* TRY IT: Every entry below must be transcribed exactly, with no line missing.

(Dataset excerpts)
.....
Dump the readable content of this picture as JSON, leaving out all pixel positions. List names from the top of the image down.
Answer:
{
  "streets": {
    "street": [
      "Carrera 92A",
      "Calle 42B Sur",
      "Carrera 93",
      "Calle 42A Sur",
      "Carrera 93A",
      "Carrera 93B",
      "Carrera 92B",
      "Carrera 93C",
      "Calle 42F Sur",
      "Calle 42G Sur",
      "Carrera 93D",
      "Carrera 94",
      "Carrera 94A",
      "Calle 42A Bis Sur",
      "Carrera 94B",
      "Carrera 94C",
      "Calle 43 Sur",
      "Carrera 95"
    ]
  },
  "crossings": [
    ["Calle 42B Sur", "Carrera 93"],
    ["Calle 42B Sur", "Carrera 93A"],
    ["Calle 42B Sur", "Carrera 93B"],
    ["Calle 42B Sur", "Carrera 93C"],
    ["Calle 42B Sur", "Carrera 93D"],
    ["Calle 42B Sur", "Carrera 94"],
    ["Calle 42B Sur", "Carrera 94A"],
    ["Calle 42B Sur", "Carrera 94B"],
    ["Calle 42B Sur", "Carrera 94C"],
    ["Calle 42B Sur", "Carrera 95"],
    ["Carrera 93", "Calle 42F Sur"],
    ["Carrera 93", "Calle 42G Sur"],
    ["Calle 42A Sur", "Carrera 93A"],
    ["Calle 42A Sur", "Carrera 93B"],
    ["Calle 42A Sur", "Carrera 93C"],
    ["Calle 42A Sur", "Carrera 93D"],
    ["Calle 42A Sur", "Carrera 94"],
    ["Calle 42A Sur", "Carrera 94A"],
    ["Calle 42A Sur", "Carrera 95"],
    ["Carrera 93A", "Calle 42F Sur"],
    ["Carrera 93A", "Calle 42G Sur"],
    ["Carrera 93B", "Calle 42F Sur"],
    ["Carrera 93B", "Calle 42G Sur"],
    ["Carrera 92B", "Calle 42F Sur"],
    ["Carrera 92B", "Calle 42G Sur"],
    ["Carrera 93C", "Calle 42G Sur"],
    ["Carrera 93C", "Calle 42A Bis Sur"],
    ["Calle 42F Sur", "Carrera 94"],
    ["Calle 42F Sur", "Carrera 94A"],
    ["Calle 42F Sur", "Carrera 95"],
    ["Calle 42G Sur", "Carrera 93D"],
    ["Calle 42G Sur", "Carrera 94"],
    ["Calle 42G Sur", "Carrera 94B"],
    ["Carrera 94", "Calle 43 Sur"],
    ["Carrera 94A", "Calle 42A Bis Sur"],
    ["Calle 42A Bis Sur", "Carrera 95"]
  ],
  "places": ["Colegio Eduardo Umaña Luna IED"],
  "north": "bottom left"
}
.....
* RESULT FOR THIS EXERCISE:
Dump the readable content of this picture as JSON, leaving out all pixel positions. List names from the top of the image down.
Answer:
{
  "streets": {
    "street": [
      "Carrera 92A",
      "Calle 42B Sur",
      "Carrera 93",
      "Calle 42A Sur",
      "Carrera 93A",
      "Carrera 93B",
      "Carrera 92B",
      "Carrera 93C",
      "Calle 42F Sur",
      "Calle 42G Sur",
      "Carrera 93D",
      "Carrera 94",
      "Carrera 94A",
      "Calle 42A Bis Sur",
      "Carrera 94B",
      "Carrera 94C",
      "Calle 43 Sur",
      "Carrera 95"
    ]
  },
  "crossings": [
    ["Calle 42B Sur", "Carrera 93"],
    ["Calle 42B Sur", "Carrera 93A"],
    ["Calle 42B Sur", "Carrera 93B"],
    ["Calle 42B Sur", "Carrera 93C"],
    ["Calle 42B Sur", "Carrera 93D"],
    ["Calle 42B Sur", "Carrera 94"],
    ["Calle 42B Sur", "Carrera 94A"],
    ["Calle 42B Sur", "Carrera 94B"],
    ["Calle 42B Sur", "Carrera 94C"],
    ["Calle 42B Sur", "Carrera 95"],
    ["Carrera 93", "Calle 42F Sur"],
    ["Carrera 93", "Calle 42G Sur"],
    ["Calle 42A Sur", "Carrera 93A"],
    ["Calle 42A Sur", "Carrera 93B"],
    ["Calle 42A Sur", "Carrera 93C"],
    ["Calle 42A Sur", "Carrera 93D"],
    ["Calle 42A Sur", "Carrera 94"],
    ["Calle 42A Sur", "Carrera 94A"],
    ["Calle 42A Sur", "Carrera 95"],
    ["Carrera 93A", "Calle 42F Sur"],
    ["Carrera 93A", "Calle 42G Sur"],
    ["Carrera 93B", "Calle 42F Sur"],
    ["Carrera 93B", "Calle 42G Sur"],
    ["Carrera 92B", "Calle 42F Sur"],
    ["Carrera 92B", "Calle 42G Sur"],
    ["Carrera 93C", "Calle 42G Sur"],
    ["Carrera 93C", "Calle 42A Bis Sur"],
    ["Calle 42F Sur", "Carrera 94"],
    ["Calle 42F Sur", "Carrera 94A"],
    ["Calle 42F Sur", "Carrera 95"],
    ["Calle 42G Sur", "Carrera 93D"],
    ["Calle 42G Sur", "Carrera 94"],
    ["Calle 42G Sur", "Carrera 94B"],
    ["Carrera 94", "Calle 43 Sur"],
    ["Carrera 94A", "Calle 42A Bis Sur"],
    ["Calle 42A Bis Sur", "Carrera 95"]
  ],
  "places": ["Colegio Eduardo Umaña Luna IED"],
  "north": "bottom left"
}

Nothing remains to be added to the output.